The interaction between PD modality and urinary creatinine clearance was tested on the basis of the hypothesis that the combination of higher clearance of the cycler and more residual kidney function would further amplify the association. However, lower peritoneal clearance while off the cycler during the long-day dwell combined with administering the antibiotics for the long-day dwell might have offset the higher 24-hour clearance, such that the total daily antibiotic exposure was similar. Therefore, the interaction term was not significant in the model, and neither was PD modality. This is consistent with the observation by Rüger et al. (15) that no difference in cure rate was observed between CAPD and ambulatory PD. We also examined the number of dialysate exchanges in each creatinine clearance group and found that the highest average number of exchanges was in the 0-ml/min group. (5.8±1.8 in 0 ml/min, 4.9±1.3 in >0–5 ml/min, and 4.3±1.2 in >5 ml/min). If the number of exchanges was contributing significantly to intraperitoneal antibiotic clearance, we would expect to see a higher treatment failure rate among the group with the highest number of exchanges, and in fact, we observed the opposite. Therefore, variability in the number of exchanges does not seem to be affecting the outcome of this study.

This study has several limitations. We did not examine antibiotic concentration in relation to urinary creatinine clearance and treatment outcomes. However, this approach is more reflective of real world experience, because antibiotic levels for cefazolin and ceftazidime are not readily available.

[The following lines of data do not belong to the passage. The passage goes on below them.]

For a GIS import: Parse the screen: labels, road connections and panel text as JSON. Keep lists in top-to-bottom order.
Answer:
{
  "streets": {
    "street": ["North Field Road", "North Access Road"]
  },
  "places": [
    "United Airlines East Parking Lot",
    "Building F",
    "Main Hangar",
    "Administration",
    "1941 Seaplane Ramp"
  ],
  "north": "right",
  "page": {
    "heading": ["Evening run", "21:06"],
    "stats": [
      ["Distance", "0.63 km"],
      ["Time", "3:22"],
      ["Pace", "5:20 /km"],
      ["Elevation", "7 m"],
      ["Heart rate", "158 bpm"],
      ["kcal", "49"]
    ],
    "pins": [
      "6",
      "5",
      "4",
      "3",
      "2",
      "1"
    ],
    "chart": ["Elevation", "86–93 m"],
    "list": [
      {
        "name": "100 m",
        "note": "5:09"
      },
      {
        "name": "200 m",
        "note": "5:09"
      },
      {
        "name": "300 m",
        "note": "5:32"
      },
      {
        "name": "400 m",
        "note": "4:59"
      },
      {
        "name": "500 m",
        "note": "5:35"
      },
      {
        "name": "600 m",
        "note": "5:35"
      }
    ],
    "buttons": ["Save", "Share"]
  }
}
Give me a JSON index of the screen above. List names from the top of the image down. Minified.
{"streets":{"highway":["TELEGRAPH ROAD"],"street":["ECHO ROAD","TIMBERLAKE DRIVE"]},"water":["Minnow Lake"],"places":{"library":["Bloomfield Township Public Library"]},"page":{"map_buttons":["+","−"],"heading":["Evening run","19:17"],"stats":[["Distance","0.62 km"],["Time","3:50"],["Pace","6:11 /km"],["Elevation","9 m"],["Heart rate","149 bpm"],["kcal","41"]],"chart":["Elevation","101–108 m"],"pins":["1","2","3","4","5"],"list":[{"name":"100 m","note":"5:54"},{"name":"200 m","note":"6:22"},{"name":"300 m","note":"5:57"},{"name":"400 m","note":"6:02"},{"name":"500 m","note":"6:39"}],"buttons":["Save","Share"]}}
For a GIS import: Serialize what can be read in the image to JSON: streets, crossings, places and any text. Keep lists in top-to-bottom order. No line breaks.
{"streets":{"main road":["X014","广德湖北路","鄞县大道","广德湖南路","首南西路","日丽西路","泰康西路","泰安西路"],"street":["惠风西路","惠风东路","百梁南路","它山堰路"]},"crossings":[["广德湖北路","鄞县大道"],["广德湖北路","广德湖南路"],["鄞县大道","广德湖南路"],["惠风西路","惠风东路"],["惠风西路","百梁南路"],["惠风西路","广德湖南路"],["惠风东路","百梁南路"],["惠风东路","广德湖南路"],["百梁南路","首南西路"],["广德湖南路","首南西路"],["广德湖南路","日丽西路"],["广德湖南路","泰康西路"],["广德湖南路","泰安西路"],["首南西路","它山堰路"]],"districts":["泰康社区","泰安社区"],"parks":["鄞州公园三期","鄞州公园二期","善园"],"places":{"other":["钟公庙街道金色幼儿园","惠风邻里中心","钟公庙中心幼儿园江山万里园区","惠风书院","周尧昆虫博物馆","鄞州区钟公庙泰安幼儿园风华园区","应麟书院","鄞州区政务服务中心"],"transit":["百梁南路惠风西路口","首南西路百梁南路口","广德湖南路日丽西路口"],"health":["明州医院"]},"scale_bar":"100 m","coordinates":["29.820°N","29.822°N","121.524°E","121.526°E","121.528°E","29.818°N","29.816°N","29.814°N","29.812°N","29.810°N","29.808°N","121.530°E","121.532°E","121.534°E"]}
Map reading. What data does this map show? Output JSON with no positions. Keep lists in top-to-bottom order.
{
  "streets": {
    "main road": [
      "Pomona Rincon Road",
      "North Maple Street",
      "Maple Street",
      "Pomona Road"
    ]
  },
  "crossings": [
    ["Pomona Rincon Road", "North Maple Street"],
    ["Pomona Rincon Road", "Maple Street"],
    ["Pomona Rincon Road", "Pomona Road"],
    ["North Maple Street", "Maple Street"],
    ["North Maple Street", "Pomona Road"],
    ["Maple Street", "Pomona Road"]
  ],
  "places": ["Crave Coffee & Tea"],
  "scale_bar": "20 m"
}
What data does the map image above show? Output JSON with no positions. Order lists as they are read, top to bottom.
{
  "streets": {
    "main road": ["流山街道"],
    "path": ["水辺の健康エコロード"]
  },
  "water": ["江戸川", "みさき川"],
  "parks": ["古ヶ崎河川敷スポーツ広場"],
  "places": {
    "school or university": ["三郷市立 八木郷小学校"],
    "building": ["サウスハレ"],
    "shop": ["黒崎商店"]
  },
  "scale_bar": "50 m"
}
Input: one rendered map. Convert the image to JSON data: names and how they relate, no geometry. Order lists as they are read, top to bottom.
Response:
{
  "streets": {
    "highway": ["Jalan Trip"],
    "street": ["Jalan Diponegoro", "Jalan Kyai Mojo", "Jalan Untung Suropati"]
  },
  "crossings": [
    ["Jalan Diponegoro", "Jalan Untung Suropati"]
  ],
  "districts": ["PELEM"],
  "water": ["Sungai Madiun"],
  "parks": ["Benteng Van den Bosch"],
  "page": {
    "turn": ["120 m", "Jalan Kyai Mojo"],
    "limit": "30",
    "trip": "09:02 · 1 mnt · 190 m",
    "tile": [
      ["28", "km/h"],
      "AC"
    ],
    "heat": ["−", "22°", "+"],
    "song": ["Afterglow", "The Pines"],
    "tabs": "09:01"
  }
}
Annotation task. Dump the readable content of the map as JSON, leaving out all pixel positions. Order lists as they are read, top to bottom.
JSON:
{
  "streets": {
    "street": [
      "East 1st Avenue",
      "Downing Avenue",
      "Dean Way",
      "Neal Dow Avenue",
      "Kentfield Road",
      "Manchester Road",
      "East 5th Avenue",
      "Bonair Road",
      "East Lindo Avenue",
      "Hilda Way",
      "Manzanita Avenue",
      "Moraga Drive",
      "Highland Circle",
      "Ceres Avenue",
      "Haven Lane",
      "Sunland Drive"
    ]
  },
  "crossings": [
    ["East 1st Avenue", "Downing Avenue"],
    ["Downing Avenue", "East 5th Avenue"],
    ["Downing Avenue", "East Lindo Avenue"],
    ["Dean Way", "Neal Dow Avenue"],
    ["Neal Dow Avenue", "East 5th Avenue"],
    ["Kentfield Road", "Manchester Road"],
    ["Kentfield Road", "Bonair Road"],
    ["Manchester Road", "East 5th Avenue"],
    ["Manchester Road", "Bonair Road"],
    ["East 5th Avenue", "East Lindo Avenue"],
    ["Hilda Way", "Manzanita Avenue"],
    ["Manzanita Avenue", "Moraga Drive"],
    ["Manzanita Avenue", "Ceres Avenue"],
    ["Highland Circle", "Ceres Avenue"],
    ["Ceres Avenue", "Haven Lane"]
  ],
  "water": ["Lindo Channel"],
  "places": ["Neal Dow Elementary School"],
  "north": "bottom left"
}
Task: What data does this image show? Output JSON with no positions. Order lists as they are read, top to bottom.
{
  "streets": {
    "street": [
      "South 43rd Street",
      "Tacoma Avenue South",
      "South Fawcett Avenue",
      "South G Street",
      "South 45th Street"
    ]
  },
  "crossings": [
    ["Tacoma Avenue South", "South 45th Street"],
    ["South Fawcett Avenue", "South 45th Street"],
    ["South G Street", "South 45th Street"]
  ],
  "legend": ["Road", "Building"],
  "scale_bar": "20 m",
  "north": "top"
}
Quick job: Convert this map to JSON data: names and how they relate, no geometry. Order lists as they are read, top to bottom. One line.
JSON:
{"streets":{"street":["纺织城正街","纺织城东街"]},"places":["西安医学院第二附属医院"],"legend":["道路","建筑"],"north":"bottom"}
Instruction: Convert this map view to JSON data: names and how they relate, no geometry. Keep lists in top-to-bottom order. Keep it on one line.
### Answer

Although vancomycin levels are readily available in clinical practice, they were not routinely monitored during the study period. We used urinary creatinine clearance to categorize tertiles of kidney function instead of an average of urea and creatinine clearance. The antibiotic dosing protocol was also different from the current ISPD recommendations. Episodes were not excluded if the participant was taking an oral antibiotic, and we did not account for oral antibiotic use in the analysis. Among Gram-positive and culture-negative episodes of peritonitis, oral antibiotic use was minimal (n=27; 10%), and these episodes were approximately evenly distributed among the urinary creatinine clearance subgroups; thus, we would not expect oral antibiotic use to have an effect on the outcome of this study. Among Gram-negative episodes of peritonitis, oral antibiotic use was more common (n=31; 41%), but these episodes were approximately evenly distributed among the urinary creatinine clearance subgroups. Lastly, the nonrandomized design meant that there was a risk of other confounders contributing to treatment failure. Despite these limitations, our results suggest the need to increase antibiotic dose in patients with greater residual kidney function. One alternative strategy may be continuous dosing of antibiotics, which includes adding antibiotics to every bag over the 24-hour period. This approach has the potential to reduce the probability of subtherapeutic concentrations of antibiotics. The ISPD guidelines provide both intermittent and continuous dosing recommendations for antibiotics used to treat peritonitis and note that there are few data comparing the efficacy of these two dosing strategies.

In conclusion, among Gram-positive and culture-negative episodes of PD-associated peritonitis, participants with urinary creatinine clearance, particularly those with clearances >5 ml/min, had higher odds of treatment failure compared with participants who were anuric. This observation supports and highlights the importance of dosing antibiotics on the basis of the degree of residual kidney function to ensure adequate concentration for effective treatment. Additional prospective studies to explore the effects of residual kidney function on pharmacokinetics and treatment outcomes as well as the establishment of dosing guidelines for antibiotics on the basis of the degree of residual kidney function are needed to improve the outcomes of peritonitis treatment.